REQUIRED ACTION —
First find the line with "Map reading. Read this" in the entries below, then set down exactly every line through the line with "Quick job: Read", that line included.

[Saved data entries]
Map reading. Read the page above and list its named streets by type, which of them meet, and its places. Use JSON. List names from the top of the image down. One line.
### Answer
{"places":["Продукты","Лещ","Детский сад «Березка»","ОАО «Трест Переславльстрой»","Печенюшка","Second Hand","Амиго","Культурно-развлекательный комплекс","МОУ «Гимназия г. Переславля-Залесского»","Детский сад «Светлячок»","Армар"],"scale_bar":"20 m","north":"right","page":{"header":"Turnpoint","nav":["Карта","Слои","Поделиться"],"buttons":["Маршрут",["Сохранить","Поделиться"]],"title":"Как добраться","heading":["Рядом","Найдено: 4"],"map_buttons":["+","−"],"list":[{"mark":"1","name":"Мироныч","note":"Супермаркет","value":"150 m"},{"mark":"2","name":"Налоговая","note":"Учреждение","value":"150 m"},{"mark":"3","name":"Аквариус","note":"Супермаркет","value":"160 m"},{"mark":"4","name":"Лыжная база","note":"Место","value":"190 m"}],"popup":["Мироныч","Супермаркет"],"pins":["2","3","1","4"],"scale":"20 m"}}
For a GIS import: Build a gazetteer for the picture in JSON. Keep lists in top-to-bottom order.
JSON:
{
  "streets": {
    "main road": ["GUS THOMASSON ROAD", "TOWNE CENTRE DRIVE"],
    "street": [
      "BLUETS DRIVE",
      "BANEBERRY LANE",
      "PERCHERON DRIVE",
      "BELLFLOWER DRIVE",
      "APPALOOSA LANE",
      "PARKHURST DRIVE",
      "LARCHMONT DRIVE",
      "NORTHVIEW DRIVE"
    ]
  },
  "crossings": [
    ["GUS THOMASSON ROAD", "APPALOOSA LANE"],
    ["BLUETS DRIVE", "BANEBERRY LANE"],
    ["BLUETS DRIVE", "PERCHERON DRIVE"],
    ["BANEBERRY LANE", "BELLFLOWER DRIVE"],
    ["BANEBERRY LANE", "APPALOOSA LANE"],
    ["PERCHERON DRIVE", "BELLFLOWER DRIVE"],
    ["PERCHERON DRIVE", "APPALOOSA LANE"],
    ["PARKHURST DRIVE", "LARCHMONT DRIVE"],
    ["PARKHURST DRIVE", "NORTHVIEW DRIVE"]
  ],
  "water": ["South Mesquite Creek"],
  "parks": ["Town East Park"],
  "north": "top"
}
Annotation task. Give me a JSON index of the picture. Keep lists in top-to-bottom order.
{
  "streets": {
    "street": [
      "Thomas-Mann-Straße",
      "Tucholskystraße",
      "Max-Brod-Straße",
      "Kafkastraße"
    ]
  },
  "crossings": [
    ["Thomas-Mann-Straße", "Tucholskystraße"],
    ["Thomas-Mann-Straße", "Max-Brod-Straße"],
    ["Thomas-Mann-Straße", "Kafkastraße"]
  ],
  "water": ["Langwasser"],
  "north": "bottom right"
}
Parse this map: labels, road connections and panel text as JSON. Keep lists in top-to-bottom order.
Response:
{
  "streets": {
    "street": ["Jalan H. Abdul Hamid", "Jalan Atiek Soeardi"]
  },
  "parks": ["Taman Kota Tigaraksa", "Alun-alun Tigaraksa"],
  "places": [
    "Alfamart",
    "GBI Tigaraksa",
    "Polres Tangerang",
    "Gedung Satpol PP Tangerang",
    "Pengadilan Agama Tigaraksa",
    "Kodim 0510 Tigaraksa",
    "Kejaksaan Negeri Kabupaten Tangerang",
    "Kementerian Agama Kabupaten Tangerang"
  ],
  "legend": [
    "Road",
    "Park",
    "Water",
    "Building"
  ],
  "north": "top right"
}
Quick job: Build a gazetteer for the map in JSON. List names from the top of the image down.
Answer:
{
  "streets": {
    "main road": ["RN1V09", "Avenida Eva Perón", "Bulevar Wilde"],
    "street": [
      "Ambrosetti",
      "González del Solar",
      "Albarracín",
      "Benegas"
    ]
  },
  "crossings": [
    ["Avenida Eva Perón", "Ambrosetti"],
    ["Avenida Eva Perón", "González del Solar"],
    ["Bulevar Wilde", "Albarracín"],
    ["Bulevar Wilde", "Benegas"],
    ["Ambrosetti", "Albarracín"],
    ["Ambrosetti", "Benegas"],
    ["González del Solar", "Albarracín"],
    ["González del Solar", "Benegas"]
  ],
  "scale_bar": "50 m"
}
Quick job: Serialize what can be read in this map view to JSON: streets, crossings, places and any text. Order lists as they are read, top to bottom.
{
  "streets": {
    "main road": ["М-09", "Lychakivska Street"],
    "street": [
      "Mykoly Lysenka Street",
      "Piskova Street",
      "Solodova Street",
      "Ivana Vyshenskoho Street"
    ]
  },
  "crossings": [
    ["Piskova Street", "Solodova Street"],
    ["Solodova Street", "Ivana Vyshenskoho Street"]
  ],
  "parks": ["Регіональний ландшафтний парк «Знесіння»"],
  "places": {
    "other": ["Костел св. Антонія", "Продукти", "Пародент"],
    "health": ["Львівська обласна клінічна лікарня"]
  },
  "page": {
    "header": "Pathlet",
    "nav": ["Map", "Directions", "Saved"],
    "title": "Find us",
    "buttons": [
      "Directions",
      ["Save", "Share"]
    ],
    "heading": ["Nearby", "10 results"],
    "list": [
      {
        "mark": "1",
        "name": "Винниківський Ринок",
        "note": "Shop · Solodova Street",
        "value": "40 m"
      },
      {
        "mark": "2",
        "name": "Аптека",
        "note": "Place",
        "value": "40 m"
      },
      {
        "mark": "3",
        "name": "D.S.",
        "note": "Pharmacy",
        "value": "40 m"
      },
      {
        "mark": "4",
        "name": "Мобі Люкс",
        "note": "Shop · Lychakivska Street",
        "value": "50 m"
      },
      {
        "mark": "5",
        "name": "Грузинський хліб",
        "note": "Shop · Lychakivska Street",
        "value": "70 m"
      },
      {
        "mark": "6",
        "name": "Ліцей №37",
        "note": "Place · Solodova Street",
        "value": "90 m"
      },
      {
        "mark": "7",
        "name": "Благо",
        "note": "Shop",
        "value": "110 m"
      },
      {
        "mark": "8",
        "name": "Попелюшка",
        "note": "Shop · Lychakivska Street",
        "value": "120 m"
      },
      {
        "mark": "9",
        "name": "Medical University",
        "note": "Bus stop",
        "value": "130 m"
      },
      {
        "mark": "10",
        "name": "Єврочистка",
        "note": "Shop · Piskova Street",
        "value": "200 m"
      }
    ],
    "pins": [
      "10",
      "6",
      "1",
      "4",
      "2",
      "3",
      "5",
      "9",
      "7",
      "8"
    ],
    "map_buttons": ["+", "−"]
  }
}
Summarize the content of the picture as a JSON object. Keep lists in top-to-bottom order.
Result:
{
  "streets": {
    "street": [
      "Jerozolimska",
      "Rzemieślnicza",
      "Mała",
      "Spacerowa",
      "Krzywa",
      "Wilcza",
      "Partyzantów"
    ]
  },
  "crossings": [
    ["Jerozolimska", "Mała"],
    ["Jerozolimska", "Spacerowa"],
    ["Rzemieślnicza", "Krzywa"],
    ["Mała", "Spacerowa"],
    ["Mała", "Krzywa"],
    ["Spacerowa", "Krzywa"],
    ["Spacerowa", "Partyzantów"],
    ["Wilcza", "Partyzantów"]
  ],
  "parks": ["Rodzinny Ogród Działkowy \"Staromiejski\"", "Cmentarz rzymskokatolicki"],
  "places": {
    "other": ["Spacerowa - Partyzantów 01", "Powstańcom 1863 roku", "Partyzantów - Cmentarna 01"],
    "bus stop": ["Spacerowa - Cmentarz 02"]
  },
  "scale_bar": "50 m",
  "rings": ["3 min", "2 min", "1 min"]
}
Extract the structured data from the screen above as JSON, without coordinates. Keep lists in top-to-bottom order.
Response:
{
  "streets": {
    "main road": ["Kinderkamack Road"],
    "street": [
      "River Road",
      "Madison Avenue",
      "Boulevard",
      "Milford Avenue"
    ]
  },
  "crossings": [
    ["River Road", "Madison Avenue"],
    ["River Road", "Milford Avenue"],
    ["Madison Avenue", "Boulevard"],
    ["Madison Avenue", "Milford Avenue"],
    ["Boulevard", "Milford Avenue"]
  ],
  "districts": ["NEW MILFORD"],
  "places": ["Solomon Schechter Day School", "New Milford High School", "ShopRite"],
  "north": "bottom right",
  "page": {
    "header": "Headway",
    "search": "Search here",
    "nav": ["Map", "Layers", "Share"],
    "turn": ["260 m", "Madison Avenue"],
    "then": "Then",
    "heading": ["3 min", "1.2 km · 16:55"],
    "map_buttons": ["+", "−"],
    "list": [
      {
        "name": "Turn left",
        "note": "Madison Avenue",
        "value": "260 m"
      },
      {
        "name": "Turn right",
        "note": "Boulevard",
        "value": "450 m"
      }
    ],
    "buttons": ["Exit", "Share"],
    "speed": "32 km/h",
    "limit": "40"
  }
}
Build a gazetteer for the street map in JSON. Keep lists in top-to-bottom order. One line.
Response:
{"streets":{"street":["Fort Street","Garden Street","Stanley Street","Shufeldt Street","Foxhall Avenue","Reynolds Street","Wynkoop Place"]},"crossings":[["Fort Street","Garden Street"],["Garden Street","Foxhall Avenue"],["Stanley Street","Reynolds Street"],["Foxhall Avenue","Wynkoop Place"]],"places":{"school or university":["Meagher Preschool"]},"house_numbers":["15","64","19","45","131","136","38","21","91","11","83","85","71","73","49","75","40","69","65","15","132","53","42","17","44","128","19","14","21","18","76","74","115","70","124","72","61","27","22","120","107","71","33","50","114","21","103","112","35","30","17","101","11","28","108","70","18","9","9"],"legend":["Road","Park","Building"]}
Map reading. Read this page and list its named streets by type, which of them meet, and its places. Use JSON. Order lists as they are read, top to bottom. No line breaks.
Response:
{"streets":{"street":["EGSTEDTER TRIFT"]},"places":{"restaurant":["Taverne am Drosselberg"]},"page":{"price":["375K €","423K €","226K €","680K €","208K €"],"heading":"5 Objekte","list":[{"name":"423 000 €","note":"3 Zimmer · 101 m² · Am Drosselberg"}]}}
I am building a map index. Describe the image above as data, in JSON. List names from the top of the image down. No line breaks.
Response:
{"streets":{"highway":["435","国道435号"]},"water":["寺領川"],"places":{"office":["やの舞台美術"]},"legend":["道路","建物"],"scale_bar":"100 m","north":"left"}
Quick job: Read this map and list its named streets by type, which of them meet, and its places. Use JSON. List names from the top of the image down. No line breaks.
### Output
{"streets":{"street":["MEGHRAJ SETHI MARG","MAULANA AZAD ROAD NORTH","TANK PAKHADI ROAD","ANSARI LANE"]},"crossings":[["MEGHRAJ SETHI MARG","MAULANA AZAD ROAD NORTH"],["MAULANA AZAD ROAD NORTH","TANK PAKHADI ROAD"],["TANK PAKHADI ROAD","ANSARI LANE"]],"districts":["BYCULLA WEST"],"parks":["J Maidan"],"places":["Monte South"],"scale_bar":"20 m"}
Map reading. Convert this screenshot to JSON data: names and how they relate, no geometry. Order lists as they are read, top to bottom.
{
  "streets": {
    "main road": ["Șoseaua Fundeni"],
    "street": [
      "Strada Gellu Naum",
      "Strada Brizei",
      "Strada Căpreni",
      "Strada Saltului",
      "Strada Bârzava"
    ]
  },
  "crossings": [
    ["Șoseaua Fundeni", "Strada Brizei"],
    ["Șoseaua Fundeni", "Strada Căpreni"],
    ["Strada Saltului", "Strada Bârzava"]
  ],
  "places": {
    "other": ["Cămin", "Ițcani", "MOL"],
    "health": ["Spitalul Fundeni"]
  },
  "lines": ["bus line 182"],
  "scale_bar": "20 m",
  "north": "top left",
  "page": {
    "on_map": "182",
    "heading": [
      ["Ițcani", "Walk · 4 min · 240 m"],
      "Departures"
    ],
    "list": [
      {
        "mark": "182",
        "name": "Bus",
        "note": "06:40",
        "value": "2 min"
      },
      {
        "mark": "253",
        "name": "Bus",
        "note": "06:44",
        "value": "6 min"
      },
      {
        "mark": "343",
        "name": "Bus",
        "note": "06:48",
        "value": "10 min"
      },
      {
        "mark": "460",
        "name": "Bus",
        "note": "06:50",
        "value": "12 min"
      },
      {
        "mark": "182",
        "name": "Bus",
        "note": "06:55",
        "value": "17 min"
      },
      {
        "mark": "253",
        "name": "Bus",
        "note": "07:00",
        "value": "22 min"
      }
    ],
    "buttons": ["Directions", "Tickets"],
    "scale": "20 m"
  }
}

RESULT OF THE TASK —
Map reading. Read this page and list its named streets by type, which of them meet, and its places. Use JSON. Order lists as they are read, top to bottom. No line breaks.
Response:
{"streets":{"street":["EGSTEDTER TRIFT"]},"places":{"restaurant":["Taverne am Drosselberg"]},"page":{"price":["375K €","423K €","226K €","680K €","208K €"],"heading":"5 Objekte","list":[{"name":"423 000 €","note":"3 Zimmer · 101 m² · Am Drosselberg"}]}}
I am building a map index. Describe the image above as data, in JSON. List names from the top of the image down. No line breaks.
Response:
{"streets":{"highway":["435","国道435号"]},"water":["寺領川"],"places":{"office":["やの舞台美術"]},"legend":["道路","建物"],"scale_bar":"100 m","north":"left"}
Quick job: Read this map and list its named streets by type, which of them meet, and its places. Use JSON. List names from the top of the image down. No line breaks.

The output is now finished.